Network Manager – Medical

Job Category:

QLM Insurance

The Network Manager’s role is to establish and negotiate competitive agreement terms with the medical network providers. He will work with the provider management team in order to develop the network of providers, enhance the service delivery, negotiate reasonable terms with providers and ensure that providers adhere to the SLAs and corporate guidelines.

The position will be reporting to the Chief Medical Officer, the ideal candidate should be an experienced health/medical professional with a strong exposure towards TPA management, and can demonstrate solid negotiation skills, this position is catered to bilingual candidates only (Arabic & English).

Key Responsibilities:

• Develop and expand Medical Network to meet ever-growing customers’ needs and demands.

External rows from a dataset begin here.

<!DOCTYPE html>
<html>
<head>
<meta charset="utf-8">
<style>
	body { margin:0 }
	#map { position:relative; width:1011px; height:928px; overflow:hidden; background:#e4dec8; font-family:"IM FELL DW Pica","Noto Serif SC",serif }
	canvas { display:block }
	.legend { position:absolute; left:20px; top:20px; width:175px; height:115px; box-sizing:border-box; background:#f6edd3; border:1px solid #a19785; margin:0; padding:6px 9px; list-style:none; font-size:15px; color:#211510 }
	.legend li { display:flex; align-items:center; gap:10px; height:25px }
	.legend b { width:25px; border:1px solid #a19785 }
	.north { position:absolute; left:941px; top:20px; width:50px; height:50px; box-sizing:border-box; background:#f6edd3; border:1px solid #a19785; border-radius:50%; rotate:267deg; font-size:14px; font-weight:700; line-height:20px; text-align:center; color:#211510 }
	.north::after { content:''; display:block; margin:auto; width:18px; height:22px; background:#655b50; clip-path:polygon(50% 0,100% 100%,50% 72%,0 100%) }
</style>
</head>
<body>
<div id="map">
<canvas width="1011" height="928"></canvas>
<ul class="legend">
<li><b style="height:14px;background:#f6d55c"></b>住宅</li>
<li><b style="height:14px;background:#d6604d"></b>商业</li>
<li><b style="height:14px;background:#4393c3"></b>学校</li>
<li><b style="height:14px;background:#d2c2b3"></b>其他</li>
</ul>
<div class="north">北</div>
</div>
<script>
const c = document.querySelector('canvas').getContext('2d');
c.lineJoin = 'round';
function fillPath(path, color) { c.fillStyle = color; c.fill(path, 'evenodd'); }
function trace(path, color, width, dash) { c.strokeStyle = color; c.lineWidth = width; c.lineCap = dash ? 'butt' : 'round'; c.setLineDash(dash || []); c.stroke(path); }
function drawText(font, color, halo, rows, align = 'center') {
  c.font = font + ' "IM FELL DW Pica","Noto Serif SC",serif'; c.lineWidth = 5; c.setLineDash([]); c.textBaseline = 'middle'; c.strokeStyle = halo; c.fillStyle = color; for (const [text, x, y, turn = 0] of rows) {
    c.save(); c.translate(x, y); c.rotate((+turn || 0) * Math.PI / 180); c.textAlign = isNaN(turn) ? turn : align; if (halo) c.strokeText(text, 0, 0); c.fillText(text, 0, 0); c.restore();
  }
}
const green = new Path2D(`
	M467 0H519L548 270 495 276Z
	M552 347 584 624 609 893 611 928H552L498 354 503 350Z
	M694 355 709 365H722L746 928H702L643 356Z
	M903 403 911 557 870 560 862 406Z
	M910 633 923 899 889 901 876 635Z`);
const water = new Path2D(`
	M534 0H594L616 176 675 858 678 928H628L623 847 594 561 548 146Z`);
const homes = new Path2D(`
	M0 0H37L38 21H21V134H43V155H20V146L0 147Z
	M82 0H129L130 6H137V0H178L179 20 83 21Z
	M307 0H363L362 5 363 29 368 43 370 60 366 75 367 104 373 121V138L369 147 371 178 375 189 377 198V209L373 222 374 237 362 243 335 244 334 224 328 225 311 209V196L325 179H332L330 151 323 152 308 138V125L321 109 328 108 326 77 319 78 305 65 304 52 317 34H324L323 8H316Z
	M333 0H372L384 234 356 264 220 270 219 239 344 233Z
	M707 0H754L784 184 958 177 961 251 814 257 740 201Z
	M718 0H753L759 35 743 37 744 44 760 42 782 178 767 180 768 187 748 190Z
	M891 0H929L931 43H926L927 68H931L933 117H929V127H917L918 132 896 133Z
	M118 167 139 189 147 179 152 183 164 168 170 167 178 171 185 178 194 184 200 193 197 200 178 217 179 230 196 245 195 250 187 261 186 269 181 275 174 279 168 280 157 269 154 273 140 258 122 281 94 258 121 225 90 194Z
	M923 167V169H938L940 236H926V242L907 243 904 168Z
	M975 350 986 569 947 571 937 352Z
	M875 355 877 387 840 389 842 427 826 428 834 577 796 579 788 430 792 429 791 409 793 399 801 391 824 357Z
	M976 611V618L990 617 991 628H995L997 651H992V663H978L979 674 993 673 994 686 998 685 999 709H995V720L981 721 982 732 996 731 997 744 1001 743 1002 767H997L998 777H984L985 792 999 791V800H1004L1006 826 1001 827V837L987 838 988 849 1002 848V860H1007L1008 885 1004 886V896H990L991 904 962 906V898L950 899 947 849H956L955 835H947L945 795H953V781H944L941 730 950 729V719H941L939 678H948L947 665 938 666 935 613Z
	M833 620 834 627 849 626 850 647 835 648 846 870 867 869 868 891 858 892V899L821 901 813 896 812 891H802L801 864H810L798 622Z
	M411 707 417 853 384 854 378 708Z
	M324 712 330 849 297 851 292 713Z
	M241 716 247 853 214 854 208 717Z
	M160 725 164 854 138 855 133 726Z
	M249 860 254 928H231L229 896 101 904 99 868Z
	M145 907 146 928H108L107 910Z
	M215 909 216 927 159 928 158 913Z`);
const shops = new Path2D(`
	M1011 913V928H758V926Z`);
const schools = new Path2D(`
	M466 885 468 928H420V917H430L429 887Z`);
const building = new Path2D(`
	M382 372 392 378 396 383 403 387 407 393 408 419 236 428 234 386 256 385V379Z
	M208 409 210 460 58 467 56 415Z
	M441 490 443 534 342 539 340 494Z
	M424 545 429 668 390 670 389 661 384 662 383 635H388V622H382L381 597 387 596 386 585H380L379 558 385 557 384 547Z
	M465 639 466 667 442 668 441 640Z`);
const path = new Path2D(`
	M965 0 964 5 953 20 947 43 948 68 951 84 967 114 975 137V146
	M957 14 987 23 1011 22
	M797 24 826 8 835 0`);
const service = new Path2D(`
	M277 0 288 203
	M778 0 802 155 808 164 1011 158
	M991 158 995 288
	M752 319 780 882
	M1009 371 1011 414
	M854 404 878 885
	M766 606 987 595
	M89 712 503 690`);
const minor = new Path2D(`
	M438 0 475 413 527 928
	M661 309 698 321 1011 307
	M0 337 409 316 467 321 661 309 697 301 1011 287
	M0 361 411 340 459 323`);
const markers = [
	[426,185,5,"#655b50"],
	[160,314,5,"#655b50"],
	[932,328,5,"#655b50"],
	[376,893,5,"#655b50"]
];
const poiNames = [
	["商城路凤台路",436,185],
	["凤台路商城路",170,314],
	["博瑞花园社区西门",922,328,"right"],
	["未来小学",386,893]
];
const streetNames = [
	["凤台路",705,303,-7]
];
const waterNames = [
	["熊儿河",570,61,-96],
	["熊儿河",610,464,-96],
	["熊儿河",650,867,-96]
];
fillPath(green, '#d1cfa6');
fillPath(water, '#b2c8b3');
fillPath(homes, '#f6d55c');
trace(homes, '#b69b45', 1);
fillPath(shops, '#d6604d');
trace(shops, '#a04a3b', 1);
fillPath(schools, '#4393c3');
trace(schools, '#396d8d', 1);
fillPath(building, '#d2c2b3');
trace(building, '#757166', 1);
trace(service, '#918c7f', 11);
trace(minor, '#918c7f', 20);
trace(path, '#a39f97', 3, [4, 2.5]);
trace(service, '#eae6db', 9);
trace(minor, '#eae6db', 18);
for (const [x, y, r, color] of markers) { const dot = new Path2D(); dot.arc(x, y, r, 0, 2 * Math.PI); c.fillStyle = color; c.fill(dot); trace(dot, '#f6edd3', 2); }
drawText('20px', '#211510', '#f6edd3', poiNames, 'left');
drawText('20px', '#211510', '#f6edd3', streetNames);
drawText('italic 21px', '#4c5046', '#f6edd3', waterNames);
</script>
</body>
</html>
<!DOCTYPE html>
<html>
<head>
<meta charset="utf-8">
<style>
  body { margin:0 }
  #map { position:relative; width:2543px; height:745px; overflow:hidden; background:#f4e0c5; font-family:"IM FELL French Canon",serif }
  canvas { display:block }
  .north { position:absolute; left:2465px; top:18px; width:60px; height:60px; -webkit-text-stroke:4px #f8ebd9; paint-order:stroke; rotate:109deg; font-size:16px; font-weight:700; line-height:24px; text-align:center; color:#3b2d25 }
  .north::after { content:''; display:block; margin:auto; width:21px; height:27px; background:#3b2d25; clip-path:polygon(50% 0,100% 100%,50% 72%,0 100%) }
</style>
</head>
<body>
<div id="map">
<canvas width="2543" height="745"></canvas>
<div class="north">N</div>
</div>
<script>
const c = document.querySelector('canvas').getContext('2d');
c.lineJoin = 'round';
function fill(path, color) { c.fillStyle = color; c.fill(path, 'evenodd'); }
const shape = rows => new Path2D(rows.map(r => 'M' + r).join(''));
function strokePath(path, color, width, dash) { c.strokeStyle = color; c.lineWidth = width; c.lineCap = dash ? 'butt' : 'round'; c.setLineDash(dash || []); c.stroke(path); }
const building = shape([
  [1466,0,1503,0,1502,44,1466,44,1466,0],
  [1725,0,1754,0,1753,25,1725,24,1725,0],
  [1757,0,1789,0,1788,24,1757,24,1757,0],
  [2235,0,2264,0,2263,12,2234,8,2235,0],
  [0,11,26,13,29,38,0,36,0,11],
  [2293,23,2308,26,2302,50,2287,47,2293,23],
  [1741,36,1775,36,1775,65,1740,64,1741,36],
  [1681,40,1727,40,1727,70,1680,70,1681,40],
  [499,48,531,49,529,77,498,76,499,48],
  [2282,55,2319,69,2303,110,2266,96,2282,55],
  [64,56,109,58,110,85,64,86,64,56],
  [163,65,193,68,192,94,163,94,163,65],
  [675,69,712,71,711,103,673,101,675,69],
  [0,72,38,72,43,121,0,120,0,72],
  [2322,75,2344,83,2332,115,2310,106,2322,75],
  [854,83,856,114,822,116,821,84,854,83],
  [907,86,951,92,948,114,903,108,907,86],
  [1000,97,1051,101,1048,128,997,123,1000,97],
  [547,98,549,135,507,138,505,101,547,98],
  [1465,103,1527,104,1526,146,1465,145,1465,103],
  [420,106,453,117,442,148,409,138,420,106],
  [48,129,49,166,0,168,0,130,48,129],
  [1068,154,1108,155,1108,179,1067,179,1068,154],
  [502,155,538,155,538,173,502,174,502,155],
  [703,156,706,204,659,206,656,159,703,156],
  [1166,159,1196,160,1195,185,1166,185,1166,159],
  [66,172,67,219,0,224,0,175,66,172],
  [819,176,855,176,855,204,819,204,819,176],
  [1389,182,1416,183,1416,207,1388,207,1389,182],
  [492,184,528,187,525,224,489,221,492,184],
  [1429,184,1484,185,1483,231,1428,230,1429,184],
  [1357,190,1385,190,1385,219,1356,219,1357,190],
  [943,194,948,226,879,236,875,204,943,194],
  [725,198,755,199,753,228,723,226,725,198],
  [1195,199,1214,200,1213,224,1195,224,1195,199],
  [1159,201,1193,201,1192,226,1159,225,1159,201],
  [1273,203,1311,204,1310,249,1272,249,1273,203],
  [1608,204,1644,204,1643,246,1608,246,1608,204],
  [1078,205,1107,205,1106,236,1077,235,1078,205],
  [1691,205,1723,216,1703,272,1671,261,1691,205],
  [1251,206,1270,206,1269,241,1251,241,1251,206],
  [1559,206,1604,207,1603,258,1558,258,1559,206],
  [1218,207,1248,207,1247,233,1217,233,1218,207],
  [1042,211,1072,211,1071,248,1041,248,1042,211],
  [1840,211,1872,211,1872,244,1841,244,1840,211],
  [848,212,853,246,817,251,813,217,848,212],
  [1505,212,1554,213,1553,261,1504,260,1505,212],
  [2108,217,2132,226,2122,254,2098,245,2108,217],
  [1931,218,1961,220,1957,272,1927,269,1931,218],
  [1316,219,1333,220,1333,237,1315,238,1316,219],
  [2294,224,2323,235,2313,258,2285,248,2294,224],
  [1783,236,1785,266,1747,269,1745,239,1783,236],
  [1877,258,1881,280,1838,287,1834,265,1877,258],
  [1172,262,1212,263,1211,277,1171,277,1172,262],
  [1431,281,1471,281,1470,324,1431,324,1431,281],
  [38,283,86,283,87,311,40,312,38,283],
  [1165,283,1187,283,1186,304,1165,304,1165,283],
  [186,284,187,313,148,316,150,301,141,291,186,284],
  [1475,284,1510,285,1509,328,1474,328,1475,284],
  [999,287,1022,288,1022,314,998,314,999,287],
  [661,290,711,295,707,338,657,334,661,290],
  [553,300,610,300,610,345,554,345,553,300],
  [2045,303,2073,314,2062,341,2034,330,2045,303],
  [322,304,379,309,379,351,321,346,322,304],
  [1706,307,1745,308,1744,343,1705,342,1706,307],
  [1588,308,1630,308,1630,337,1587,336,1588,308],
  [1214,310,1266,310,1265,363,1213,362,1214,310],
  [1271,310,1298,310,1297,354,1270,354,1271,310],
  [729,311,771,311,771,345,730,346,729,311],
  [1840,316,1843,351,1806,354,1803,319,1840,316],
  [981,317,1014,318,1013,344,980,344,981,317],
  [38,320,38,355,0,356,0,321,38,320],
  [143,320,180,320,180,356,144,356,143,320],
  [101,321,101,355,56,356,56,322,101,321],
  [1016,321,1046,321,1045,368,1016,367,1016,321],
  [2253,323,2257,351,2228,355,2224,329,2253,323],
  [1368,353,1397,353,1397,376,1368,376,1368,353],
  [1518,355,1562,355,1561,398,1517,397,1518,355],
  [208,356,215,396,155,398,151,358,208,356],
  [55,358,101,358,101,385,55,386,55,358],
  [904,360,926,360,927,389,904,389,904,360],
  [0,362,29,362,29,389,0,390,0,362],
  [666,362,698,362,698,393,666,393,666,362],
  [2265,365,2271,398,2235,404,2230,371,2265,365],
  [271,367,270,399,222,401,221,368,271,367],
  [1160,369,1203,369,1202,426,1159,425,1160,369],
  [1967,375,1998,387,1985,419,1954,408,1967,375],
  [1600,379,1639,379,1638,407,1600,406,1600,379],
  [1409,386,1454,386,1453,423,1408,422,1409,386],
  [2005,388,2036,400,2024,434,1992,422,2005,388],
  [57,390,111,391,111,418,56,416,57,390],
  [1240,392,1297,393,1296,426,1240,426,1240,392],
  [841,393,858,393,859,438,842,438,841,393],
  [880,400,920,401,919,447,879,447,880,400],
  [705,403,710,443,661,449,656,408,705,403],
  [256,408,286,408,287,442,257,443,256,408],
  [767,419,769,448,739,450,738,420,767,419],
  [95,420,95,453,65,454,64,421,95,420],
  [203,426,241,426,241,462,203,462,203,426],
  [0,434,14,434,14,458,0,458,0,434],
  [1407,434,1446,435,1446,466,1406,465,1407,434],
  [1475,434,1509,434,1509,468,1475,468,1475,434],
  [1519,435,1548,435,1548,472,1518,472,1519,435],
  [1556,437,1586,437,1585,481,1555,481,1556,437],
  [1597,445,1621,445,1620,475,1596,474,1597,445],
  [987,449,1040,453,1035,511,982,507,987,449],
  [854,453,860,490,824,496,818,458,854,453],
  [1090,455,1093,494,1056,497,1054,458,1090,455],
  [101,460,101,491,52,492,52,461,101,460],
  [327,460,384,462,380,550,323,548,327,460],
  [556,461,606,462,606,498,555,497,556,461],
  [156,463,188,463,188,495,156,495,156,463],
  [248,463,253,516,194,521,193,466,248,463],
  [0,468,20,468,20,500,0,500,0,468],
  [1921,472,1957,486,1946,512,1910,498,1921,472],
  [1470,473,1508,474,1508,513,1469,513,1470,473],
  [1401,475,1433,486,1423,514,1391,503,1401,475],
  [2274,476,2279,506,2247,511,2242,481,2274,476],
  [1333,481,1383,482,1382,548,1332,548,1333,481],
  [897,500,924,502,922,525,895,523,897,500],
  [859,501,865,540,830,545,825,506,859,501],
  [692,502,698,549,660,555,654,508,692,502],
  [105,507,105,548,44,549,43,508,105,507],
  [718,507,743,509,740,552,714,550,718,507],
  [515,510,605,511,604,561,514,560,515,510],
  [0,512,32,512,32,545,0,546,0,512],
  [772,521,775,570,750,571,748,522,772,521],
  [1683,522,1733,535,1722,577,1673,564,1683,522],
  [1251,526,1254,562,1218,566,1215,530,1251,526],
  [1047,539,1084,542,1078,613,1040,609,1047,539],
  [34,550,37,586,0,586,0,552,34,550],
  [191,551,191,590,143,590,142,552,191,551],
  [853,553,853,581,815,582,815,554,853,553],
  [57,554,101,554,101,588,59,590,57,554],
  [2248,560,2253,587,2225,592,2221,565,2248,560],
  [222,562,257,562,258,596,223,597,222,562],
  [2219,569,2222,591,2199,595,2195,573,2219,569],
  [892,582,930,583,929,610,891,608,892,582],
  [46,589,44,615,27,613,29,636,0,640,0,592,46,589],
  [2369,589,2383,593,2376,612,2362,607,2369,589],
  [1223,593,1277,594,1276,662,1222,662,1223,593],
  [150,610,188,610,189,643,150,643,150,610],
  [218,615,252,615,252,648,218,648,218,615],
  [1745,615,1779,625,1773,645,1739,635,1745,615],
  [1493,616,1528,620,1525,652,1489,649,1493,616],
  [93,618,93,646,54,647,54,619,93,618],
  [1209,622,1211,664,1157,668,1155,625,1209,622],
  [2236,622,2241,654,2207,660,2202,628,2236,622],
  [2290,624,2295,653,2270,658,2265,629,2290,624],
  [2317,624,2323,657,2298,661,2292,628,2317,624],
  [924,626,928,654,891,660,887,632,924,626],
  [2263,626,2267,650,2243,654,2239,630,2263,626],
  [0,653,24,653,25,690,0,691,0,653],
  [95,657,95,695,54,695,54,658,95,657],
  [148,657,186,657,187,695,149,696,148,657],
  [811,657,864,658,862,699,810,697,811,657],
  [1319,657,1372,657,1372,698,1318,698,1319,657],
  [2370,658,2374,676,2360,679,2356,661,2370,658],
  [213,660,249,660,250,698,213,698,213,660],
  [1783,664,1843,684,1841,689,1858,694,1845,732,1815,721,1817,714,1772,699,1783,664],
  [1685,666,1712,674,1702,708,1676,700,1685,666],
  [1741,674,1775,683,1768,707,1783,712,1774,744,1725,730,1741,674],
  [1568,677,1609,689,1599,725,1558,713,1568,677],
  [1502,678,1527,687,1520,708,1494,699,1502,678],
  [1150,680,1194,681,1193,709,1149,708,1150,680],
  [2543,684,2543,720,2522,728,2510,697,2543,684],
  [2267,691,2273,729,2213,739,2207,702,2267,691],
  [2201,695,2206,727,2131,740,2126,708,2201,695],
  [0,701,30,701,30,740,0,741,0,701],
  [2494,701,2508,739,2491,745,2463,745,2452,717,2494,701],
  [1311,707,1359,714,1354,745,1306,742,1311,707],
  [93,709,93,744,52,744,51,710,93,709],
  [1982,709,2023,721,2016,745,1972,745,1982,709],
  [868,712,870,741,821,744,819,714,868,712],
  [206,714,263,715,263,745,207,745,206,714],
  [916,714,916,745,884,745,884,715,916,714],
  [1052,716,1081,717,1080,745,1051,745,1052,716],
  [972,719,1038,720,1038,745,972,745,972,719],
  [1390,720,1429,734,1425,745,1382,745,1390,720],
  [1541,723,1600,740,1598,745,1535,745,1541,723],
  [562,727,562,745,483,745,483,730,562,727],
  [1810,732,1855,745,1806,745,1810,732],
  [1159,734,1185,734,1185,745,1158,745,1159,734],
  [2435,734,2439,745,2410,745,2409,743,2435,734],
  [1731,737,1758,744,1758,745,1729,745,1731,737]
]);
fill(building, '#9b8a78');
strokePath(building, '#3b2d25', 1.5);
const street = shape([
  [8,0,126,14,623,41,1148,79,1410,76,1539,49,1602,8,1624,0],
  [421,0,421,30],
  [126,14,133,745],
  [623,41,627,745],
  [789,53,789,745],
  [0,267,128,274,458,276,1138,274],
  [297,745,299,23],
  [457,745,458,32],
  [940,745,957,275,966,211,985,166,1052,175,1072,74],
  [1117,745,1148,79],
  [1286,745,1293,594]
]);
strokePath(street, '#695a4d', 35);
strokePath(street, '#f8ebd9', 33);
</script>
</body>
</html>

• Ensure all signed agreements adhere to local regulatory and Corporate outsourcing guidelines and requirements.

• Maintain relationships with key hospitals, in-house panel Medical Providers and appointed TPAs.

• Ensure Letter of Guarantee (LOG) processes are adhered to by the providers.

• Negotiate with potential Medical Specialists for cashless-facility and preferential outpatient, inpatient and surgical fees.

• Conduct annual due diligence assessments on appointed TPAs according to local regulatory guidelines and requirements.

• Monitor and ensure business efficiency and appointed TPAs’ Service Level Agreements (SLAs) are met.

• Provide complaints resolution in relation to service delivery failure, claims, payment matters with Medical Providers, TPAs etc.

• Analyze hospitals and panel Specialists’ utilization data to develop appropriate strategic measures to manage and contain escalating medical costs.

• Serves as a communication link between professional providers and the company.

• Ensure that network composition includes an appropriate distribution of provider specialties.

• Oversee analysis of claim trend data and/or market information to derive conclusions to support contract negotiations.

• Perform periodic analyses of the provider network from a cost, coverage, and growth perspective. Provide leadership in evaluating opportunities to expand or change the network to meet Plan goals.

• Evaluate the provider network and implement strategic plans to achieve organizational targets and financial objectives through effective primary care, specialty, hospital and ancillary provider contracting and contract management.

• Strategically aligns resources by continuously planning and organizing to meet initiatives.

• Establish quality control mechanisms for processes and continuously strive to improve operational efficiency through process redesign and data driven evaluation of performance.

• Collaborate on and coordinate activities with other departments in the Health Plan and other divisions to support the network and the members it serves.

• Ensure provider education (new provider orientation, provider education/seminars, ongoing visits, meetings, provider manuals/bulletins/newsletters, etc.) activities are done in a timely and cost-effective manner to continuously improve relationships with network providers and the delivery of care to our membership.

• Conduct an annual effectiveness review of all provider satisfaction initiatives.

• Work with all the stakeholders to develop future strategic plans for all areas of Network Management.

Qualifications and Experience:

• 3-5 years of experience in a Provider Contracting role in a TPA / medical insurance company preferably in the Gulf region.

• Bachelor degree or Diploma in Medicine, Physiotherapy, Nursing, Radiology, Laboratory technician or Hospital Administration.

• Excellent interpersonal skills and ability to communicate clearly and effectively with internal and external clients across all levels, with fluency in business English (written and spoken); and Arabic.

• High technical skill in Microsoft Suite programs (Word, Excel, Powerpoint)

• Experience of working in a regulated entity highly preferred

• Proven ability to manage work flows effectively in a multi-stakeholder environment

• Industry knowledge related to local healthcare services system will be an added advantage.